Sigismondo Castromediano nella storia del Risorgimento italiano e tra i patrioti di Terra d'Otranto occupa un posto speciale e preminente. Ora, per comprendere il personaggio che stiamo ricordando nel centenario della sua morte, per capire la sua figura patriottica e la sua personalità politica, è bene inquadrare il giovane Sigismondo nel contesto storico del tempo.
Dal 1820 al 1831 (per 12 anni) i 9 Stati in cui era divisa allora la penisola italiana furono agitati dai moti carbonari…, tutti repressi nel sangue dall'intervento delle truppe austriache. E per i patrioti arrestati… carceri e patiboli.
Dal 1832 al 1846 ( per altri 15 anni) i 9 Stati furono scossi dai reiterati tentativi mazziniani di insurrezioni armate…, anch'esse facilmente soffocate…; e i capi rivoltosi catturati vennero fucilati o impiccati o cacciati in esilio (ricordiamo tra i tanti: S. Pellico, P. Maroncelli, F. Confalonieri, C. Menotti, i fratelli Bandiera, gli stessi G. Garibaldi e G. Mazzini).

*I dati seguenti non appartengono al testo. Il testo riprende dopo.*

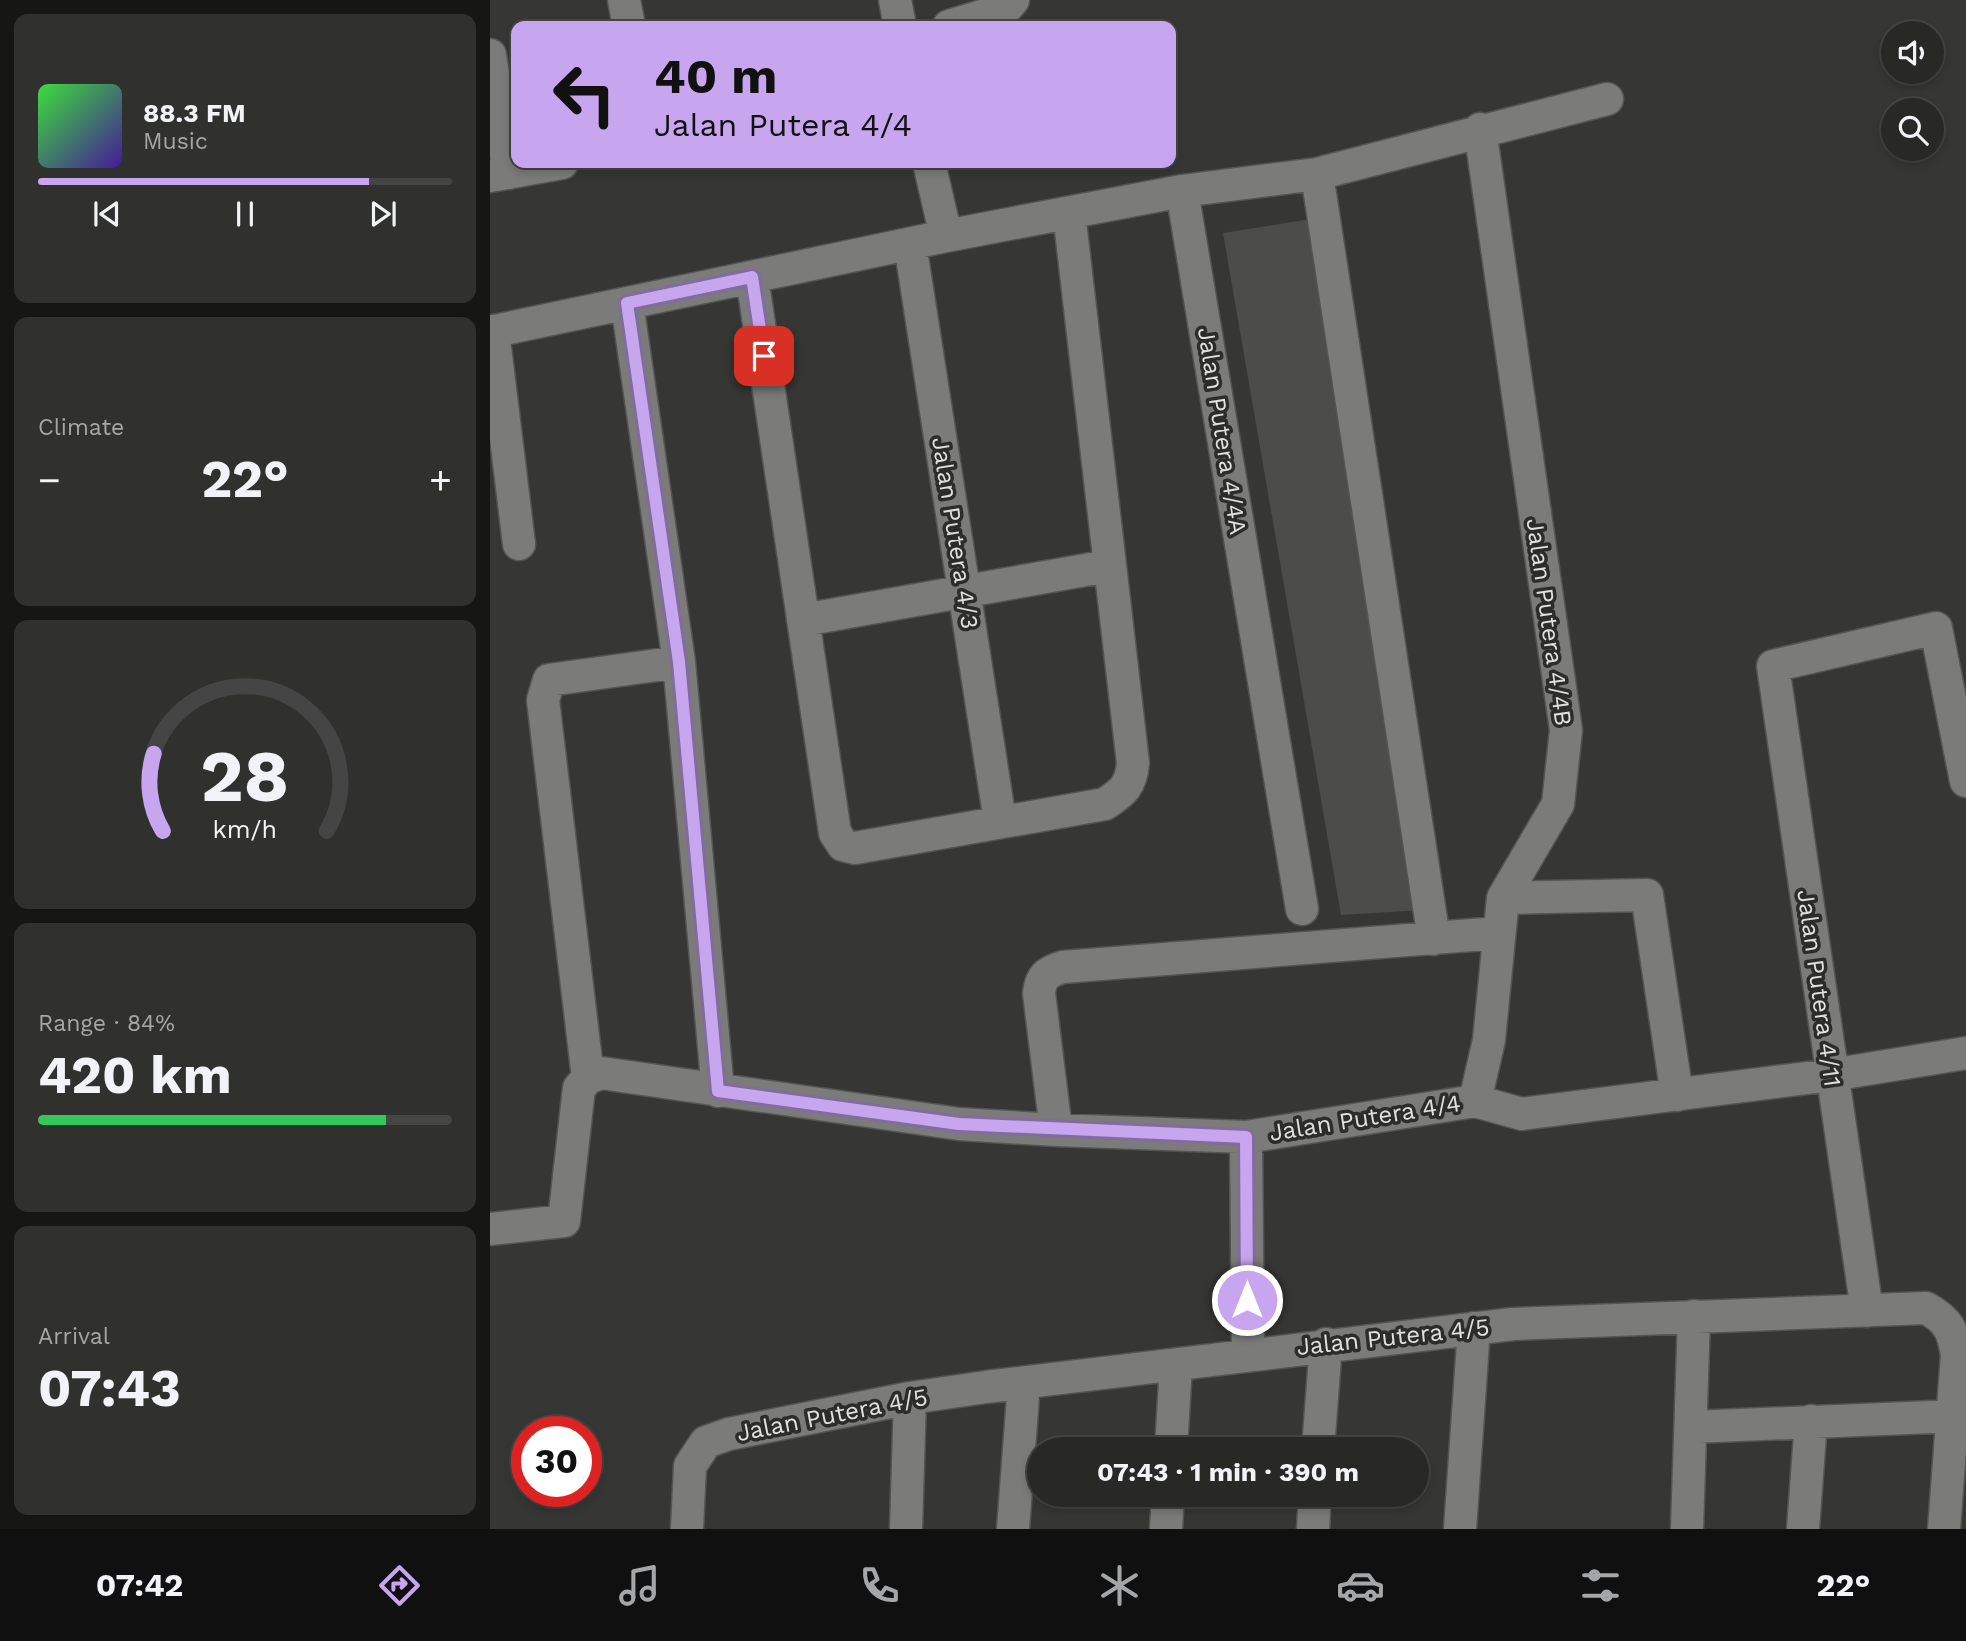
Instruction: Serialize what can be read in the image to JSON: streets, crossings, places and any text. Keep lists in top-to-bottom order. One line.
{"streets":{"street":["Jalan Putera 4/4A","Jalan Putera 4/3","Jalan Putera 4/4B","Jalan Putera 4/11","Jalan Putera 4/4","Jalan Putera 4/5"]},"crossings":[["Jalan Putera 4/4B","Jalan Putera 4/4"],["Jalan Putera 4/11","Jalan Putera 4/5"]],"page":{"turn":["40 m","Jalan Putera 4/4"],"song":["88.3 FM","Music"],"tile":["Climate",["Range · 84%","420 km"],["Arrival","07:43"]],"heat":["−","22°","+"],"limit":"30","trip":"07:43 · 1 min · 390 m","tabs":["07:42","22°"],"gauge":["28","km/h"]}}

Comunque, gli aneliti di libertà, di indipendenza e di unità nazionale continuarono a palpitare nei cuori e nelle menti degli italiani. Anzi i succitati drammatici avvenimenti vieppiù, in seguito, sveglieranno le coscienze, susciteranno sentimenti patriottici e desteranno giovanili entusiasmi.
In questo diffuso clima di patriottismo nazionale e di eroismo personale sbocciarono le idee politiche, per ora entusiastiche, sì, ma ancora acerbe, del nostro Castromediano.

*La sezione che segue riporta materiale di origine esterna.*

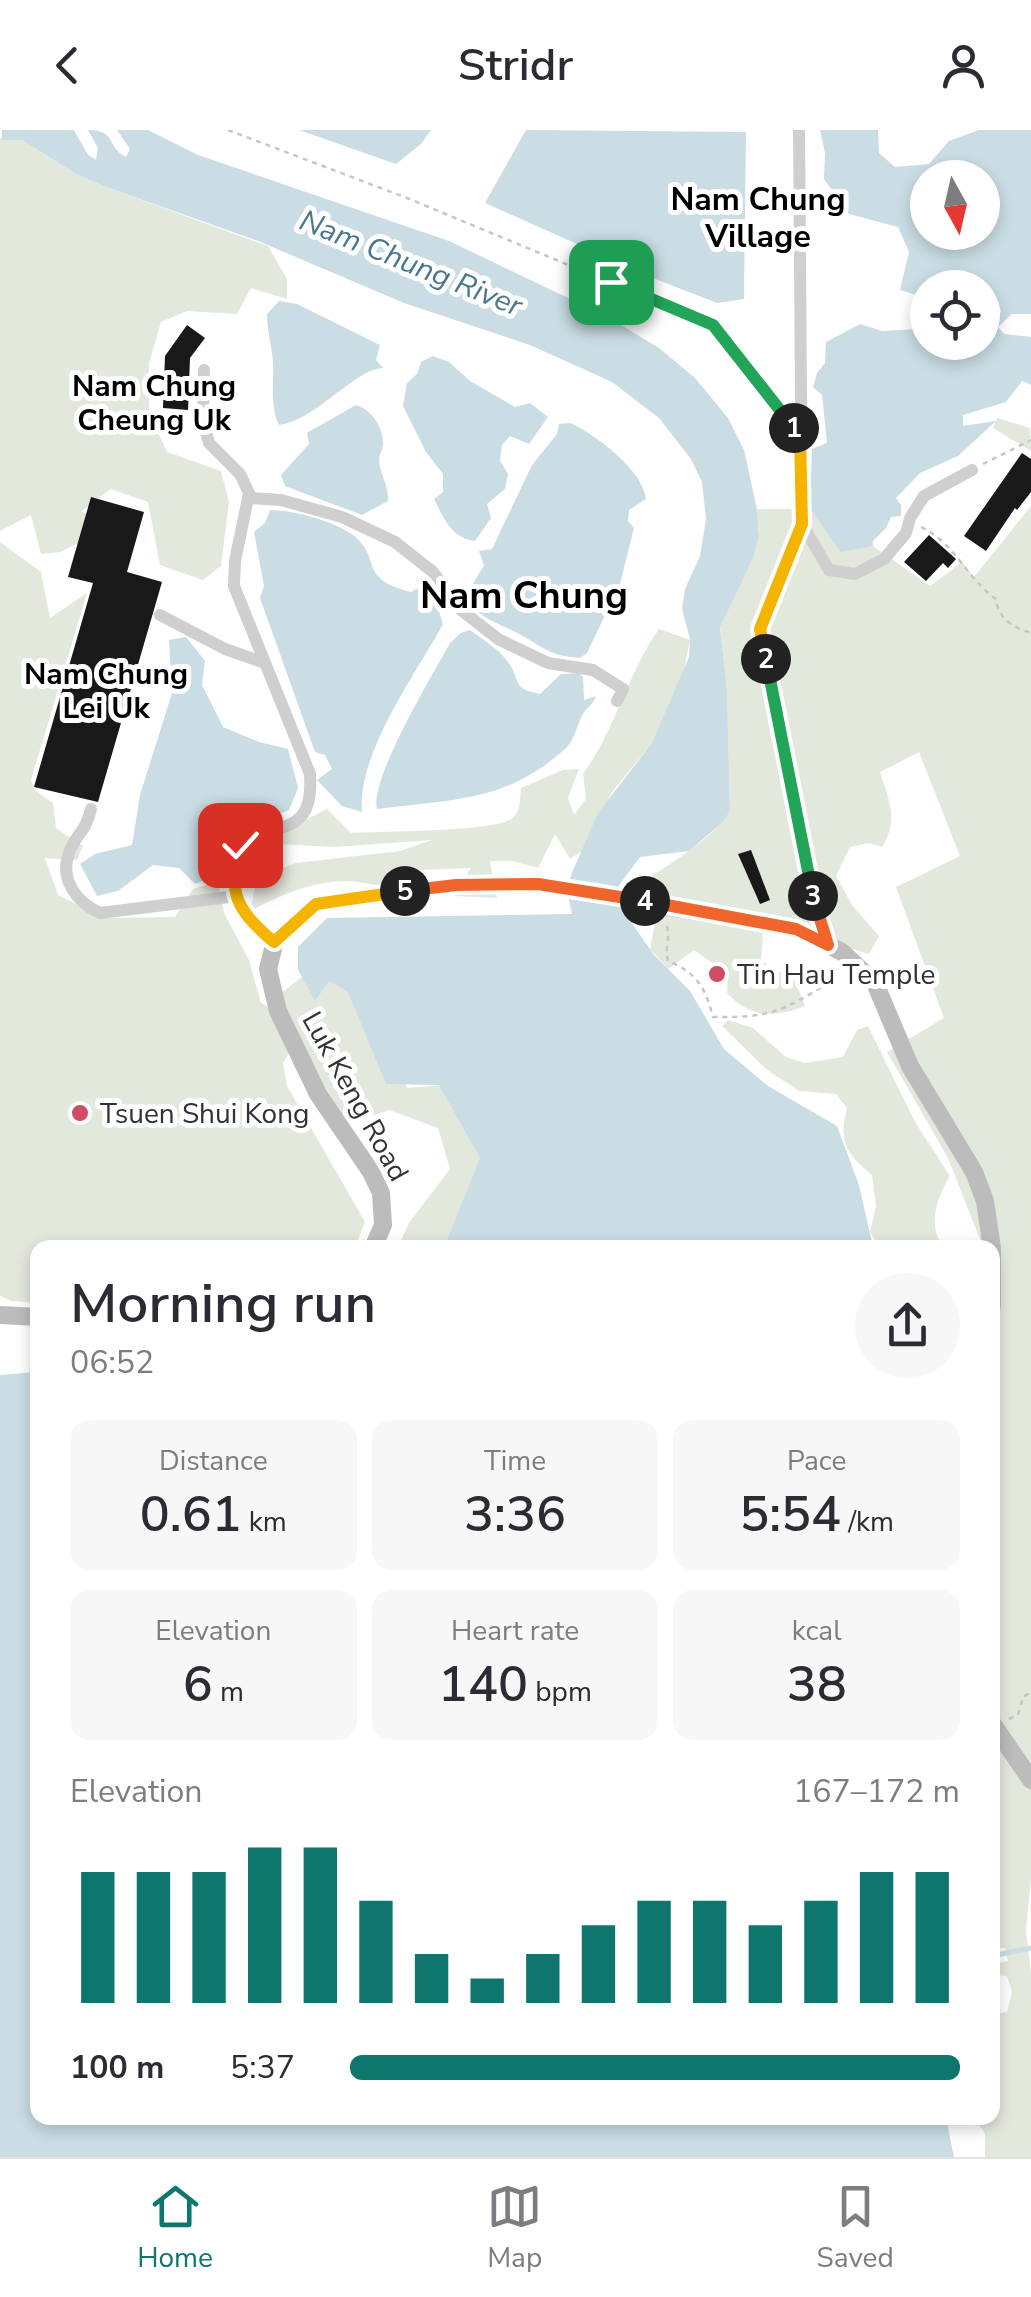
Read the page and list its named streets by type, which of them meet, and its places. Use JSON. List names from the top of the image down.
{
  "streets": {
    "street": ["Luk Keng Road"]
  },
  "districts": [
    "Nam Chung Village",
    "Nam Chung Cheung Uk",
    "Nam Chung",
    "Nam Chung Lei Uk"
  ],
  "water": ["Nam Chung River"],
  "places": ["Tin Hau Temple", "Tsuen Shui Kong"],
  "north": "bottom",
  "page": {
    "header": "Stridr",
    "pins": [
      "1",
      "2",
      "5",
      "3",
      "4"
    ],
    "heading": ["Morning run", "06:52"],
    "stats": [
      ["Distance", "0.61 km"],
      ["Time", "3:36"],
      ["Pace", "5:54 /km"],
      ["Elevation", "6 m"],
      ["Heart rate", "140 bpm"],
      ["kcal", "38"]
    ],
    "chart": ["Elevation", "167–172 m"],
    "list": [
      {
        "name": "100 m",
        "note": "5:37"
      }
    ],
    "tabs": ["Home", "Map", "Saved"]
  }
}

Già nel corso degli studi seguiti in Lecce sotto la guida dei PP. Gesuiti, il giovane Sigismondo aveva cominciato ad essere attratto dai nuovi, e allora sovversivi, ideali di libertà e di giustizia. E dunque, il 32enne nobiluomo, mite di indole, equilibrato di carattere, spinto da uno spontaneo impulso d'amor patrio, aderì con decisione coraggiosa a quel tempo alla setta segreta GIOVANE ITALIA, sezione di Lecce, solo l'anno precedente introdotta dall'avvocato Salvatore Stampacchia.

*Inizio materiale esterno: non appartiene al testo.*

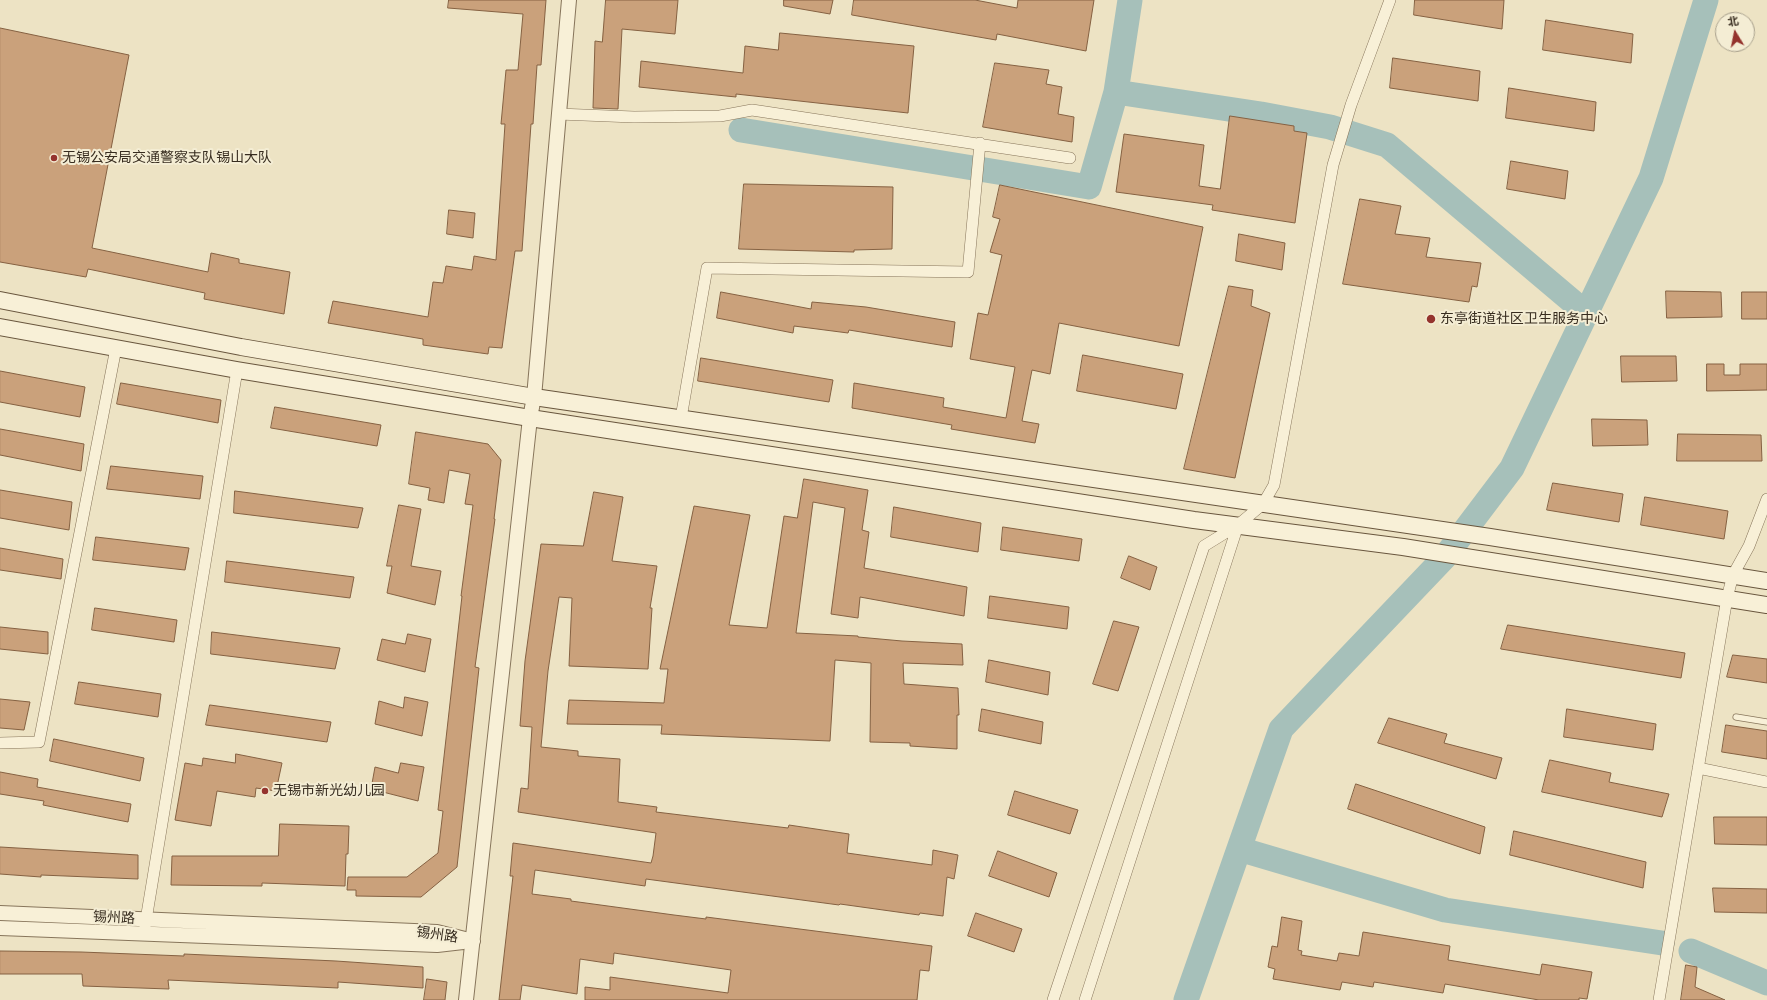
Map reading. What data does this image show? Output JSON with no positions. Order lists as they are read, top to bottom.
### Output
{
  "streets": {
    "street": ["锡州路"]
  },
  "places": ["无锡公安局交通警察支队锡山大队", "东亭街道社区卫生服务中心", "无锡市新光幼儿园"],
  "north": "top"
}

Ma Sigismondo - l'abbiamo già detto - era un moderato per indole, per educazione e per cultura; così che, quando nei 10 giorni di appartenenza alla GIOVANE ITALIA si rese conto che i mazziniani nel pensiero e nell'azione si rivelavano sovversivi, faziosi, turbolenti repubblicani, egli che si sentiva un patriota innovatore e non un agitatore intransigente, egli che voleva essere un cospiratore riformatore e non un settario sovversivo, non potendosi e non volendosi adeguare a loro, presto se ne staccò, e, da giovane franco e leale, scrisse una lettera di dimissioni giurando che avrebbe tenuto sempre segreti gli affiliati alla setta clandestina. E mantenne la parola.
Giacché, però, qualche critico ha accusato il Castromediano quanto meno di slealtà, se non di tradimento, verso il mazzinianesimo, cerchiamo noi, ora, i veri motivi di quel repentino voltafaccia di Sigismondo.
Il Mazzini - lo sappiamo - era un sognatore, era un politico puro che inseguiva un proprio mondo di aspirazioni che, in quei tempi, non erano suscettibili di realizzazione pratica, perché il programma mazziniano presupponeva: un popolo, quello italiano, ordinato e compatto (il che proprio non era); un popolo capace e onesto (il che non era, neppure allora); un popolo maturo civilmente ed educato politicamente (il che non era proprio).
Il Castromediano, invece, era un osservatore positivo, concreto e attento: e nella massa amorfa dei popolani vedeva ignoranza, mancanza di ideali, egoismo e insidia. Egli, pertanto, era persuaso che solo i galantuomini, sia nobili illuminati e sia civili istruiti e intraprendenti, avessero le capacità e le competenze e, dunque, il diritto-dovere di guidare i destini della nazione e amministrare, con senso di giustizia e di onestà, gli affari dello Stato.
In quegli anni agitati, pure si dibattevano in campo nazionale le grandi questioni istituzionali.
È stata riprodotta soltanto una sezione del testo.